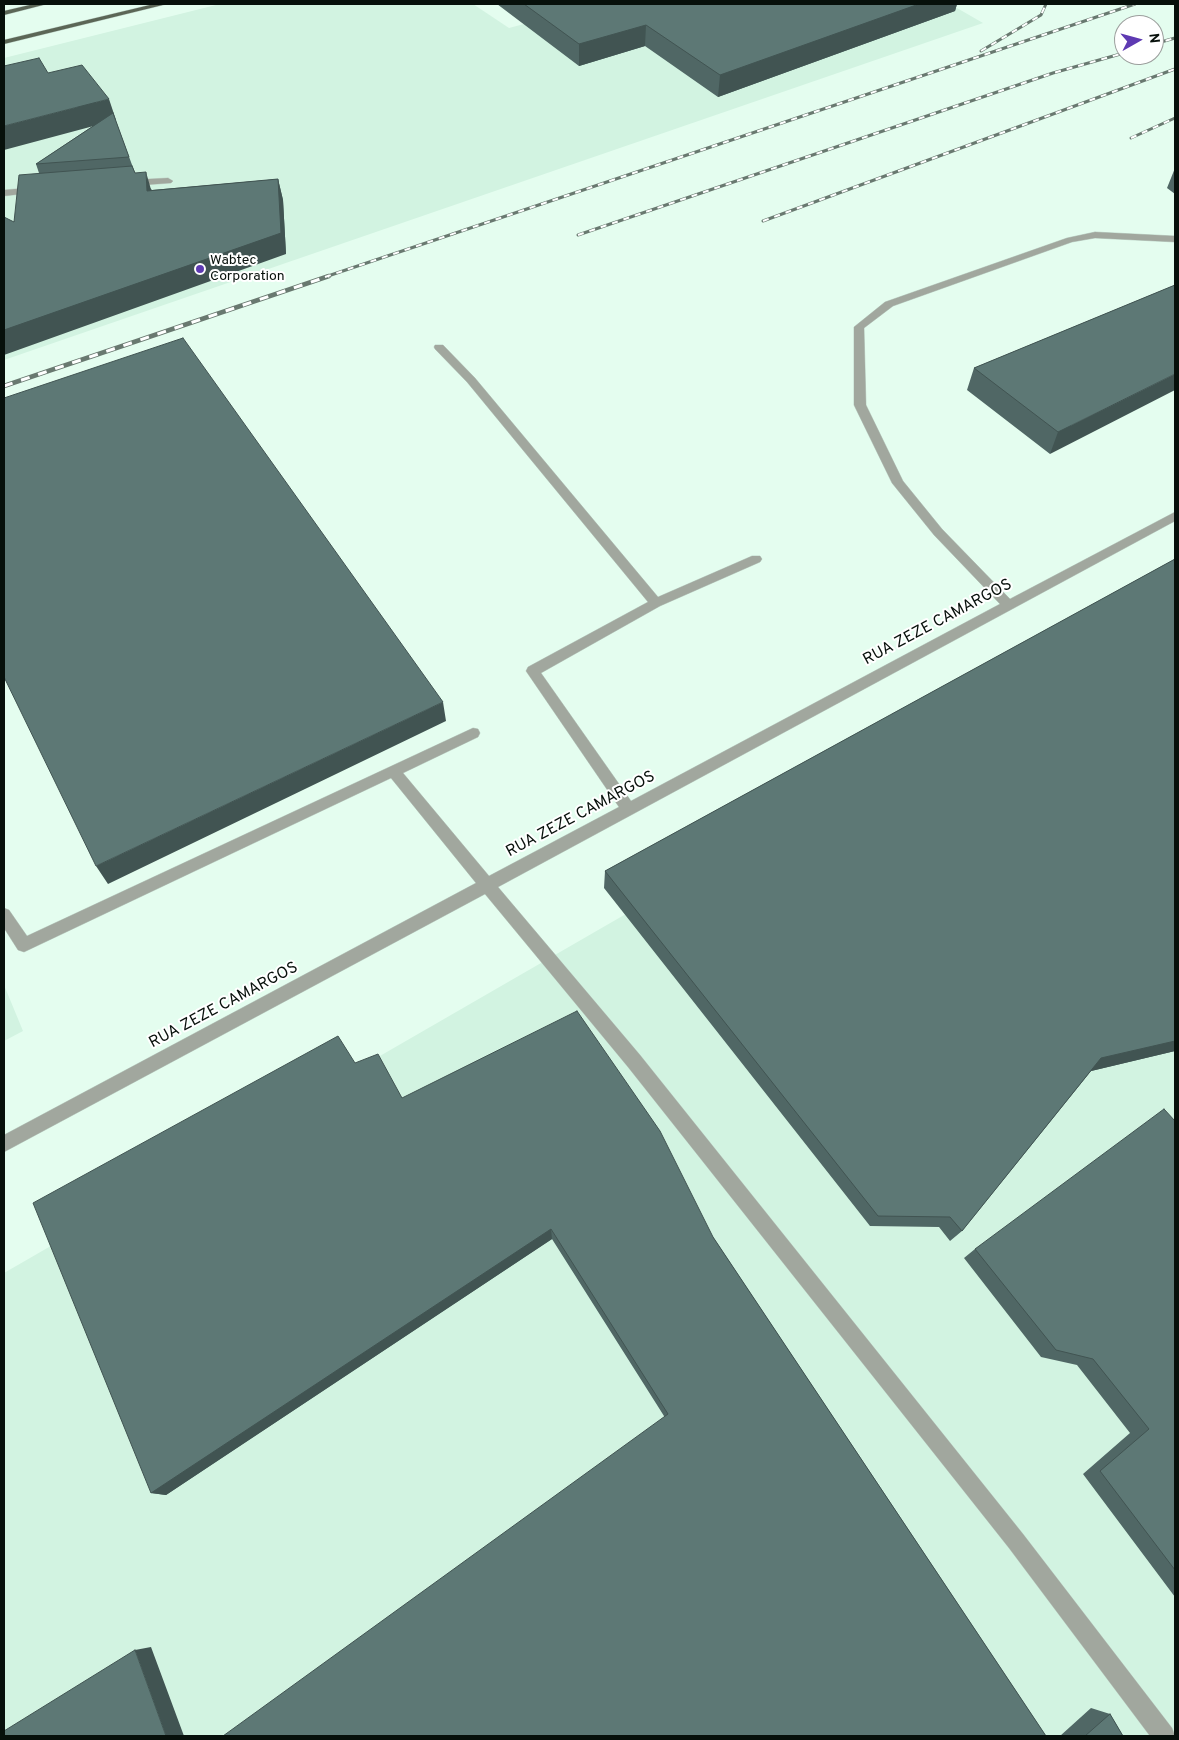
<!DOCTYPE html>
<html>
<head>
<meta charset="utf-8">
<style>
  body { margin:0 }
  #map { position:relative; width:1179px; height:1740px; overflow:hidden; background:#e4fdef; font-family:Overpass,sans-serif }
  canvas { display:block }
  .frame { position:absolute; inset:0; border:5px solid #07100b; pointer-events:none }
  .north { position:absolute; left:1114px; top:15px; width:50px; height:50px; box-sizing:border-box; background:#fff; border:1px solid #9c9f9d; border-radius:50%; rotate:83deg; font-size:14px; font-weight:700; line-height:20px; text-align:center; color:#07100b }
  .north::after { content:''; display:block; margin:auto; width:18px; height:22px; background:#5e3ab2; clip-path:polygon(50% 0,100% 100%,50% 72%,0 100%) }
</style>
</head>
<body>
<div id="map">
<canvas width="1179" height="1740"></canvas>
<div class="frame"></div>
<div class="north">N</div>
</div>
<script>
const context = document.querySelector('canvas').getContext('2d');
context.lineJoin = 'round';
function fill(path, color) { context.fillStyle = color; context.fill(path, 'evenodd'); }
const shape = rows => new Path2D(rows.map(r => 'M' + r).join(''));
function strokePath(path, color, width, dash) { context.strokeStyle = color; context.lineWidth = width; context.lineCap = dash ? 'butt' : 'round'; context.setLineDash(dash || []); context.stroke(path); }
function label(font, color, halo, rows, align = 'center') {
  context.font = font + ' Overpass,sans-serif'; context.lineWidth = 4; context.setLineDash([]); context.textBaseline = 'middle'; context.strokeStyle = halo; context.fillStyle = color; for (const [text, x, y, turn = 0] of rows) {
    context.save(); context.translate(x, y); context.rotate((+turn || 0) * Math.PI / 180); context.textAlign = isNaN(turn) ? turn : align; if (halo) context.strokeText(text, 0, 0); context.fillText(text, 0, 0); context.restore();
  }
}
fill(shape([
  [220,4,473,4,509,28,599,4,950,4,983,23,4,360,4,58],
  [1175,597,1175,1736,4,1736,4,1273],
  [4,985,23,1031,4,1041]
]), '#d2f3e1');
const minor = shape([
  [168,178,173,181,171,183,130,186,125,183,130,180,168,178],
  [37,187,42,190,40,192,4,196,4,190,37,187],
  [1095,232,1175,236,1175,242,1095,238,1072,242,893,306,864,328,866,405,903,481,942,529,1010,599,1175,512,1175,521,498,887,640,1055,1023,1534,1172,1728,1175,1736,1150,1736,1009,1548,628,1067,485,894,4,1152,4,1135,476,883,391,778,24,952,18,950,4,928,4,908,9,910,27,936,473,728,478,729,480,733,478,737,403,773,489,876,619,807,526,671,528,667,648,602,467,382,435,349,434,347,435,345,443,345,475,378,658,597,752,556,760,556,762,559,760,562,660,606,541,673,631,801,1000,604,934,535,892,483,854,405,854,327,885,302,1067,238,1095,232]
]);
const major = shape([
  [34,4,47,4,4,15,4,11,34,4],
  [154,4,167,4,4,44,4,40,154,4]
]);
strokePath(minor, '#c1d7cb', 1);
strokePath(major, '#c1d7cb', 1);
fill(minor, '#a1a79e');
fill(major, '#5b6656');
const railFar1 = shape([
  [1154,44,1175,38],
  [981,51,1041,15,1046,4],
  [1131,138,1175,118],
  [763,221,1175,69],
  [578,235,1053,73,1124,53],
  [325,277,1135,4]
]);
const rail = shape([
  [4,386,329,276]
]);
strokePath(railFar1, '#697970', 3);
strokePath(rail, '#697970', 4.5);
strokePath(railFar1, '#fff', 2, [6]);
strokePath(rail, '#fff', 3, [9]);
fill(shape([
  [497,4,957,4,955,11,718,97,645,46,579,66],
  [48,73,113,113,135,173,152,190,278,179,283,200,286,254,14,222,39,173,36,164,93,126],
  [1175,168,1175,194,1167,188],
  [1175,285,1050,454,967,390,974,368],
  [1175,559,1175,1051,1091,1071,962,1231,950,1241,939,1227,870,1226,604,888,605,871],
  [355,1063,402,1098,713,1237,1046,1736,664,1416,552,1239,166,1495,151,1493],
  [1175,1121,1175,1597,1083,1474,1130,1433,1077,1365,1041,1357,964,1258,975,1249],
  [1091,1708,1110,1714,1123,1736,1060,1736]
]), '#506765');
fill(shape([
  [919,4,957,4,955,11,718,97,720,75],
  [646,25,645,46,579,66,579,44],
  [109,99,116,120,4,150,4,126],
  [146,172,152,193,147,191],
  [278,179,283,200,286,254,4,355,4,330],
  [1175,374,1175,390,1050,454,1058,432],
  [443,702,446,721,108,884,96,866],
  [1175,1041,1175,1051,1087,1072,1101,1058],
  [551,1229,552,1239,166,1495,151,1493],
  [151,1647,184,1736,166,1736,135,1650]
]), '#415452');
const building = shape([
  [524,4,919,4,720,75,646,25,579,44,524,4],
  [39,58,48,73,82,65,109,99,4,126,4,66,39,58],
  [113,113,129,157,36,164,113,113],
  [132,166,135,173,146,172,147,191,278,179,281,233,4,330,4,217,14,222,19,175,132,166],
  [1175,285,1175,374,1058,432,974,368,1175,285],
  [183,338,443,702,96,866,4,677,4,398,183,338],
  [1175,559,1175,1041,1101,1058,962,1231,950,1217,878,1216,605,871,1175,559],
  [577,1011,660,1131,713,1237,1046,1736,223,1736,668,1414,551,1229,151,1493,33,1203,338,1036,355,1063,378,1054,402,1098,577,1011],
  [1164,1109,1175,1121,1175,1570,1100,1471,1149,1429,1093,1359,1056,1350,975,1249,1164,1109],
  [135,1650,166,1736,4,1736,4,1731,135,1650],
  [1110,1714,1123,1736,1085,1736,1110,1714]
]);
fill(building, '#5d7875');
strokePath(building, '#415452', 1);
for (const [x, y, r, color] of [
  [200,269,5,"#5e3ab2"]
]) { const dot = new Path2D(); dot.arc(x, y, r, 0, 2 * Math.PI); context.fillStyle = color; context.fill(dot); strokePath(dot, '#fff', 2); }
label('14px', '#07100b', '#fff', [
  ["Wabtec",210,261],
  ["Corporation",210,277]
], 'left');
label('16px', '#07100b', '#fff', [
  ["RUA ZEZE CAMARGOS",938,623,-28],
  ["RUA ZEZE CAMARGOS",581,815,-28],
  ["RUA ZEZE CAMARGOS",224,1006,-28]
]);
</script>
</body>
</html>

+--

_WORK TO BE COMPLETED_. Take the lines from the start of the listing above through the line with "context = document.querySelector('canvas').getContext('2d');", both ends included, and copy them exactly, leaving the pictures behind.

_TASK OUTPUT_.
<!DOCTYPE html>
<html>
<head>
<meta charset="utf-8">
<style>
  body { margin:0 }
  #map { position:relative; width:1179px; height:1740px; overflow:hidden; background:#e4fdef; font-family:Overpass,sans-serif }
  canvas { display:block }
  .frame { position:absolute; inset:0; border:5px solid #07100b; pointer-events:none }
  .north { position:absolute; left:1114px; top:15px; width:50px; height:50px; box-sizing:border-box; background:#fff; border:1px solid #9c9f9d; border-radius:50%; rotate:83deg; font-size:14px; font-weight:700; line-height:20px; text-align:center; color:#07100b }
  .north::after { content:''; display:block; margin:auto; width:18px; height:22px; background:#5e3ab2; clip-path:polygon(50% 0,100% 100%,50% 72%,0 100%) }
</style>
</head>
<body>
<div id="map">
<canvas width="1179" height="1740"></canvas>
<div class="frame"></div>
<div class="north">N</div>
</div>
<script>
const context = document.querySelector('canvas').getContext('2d');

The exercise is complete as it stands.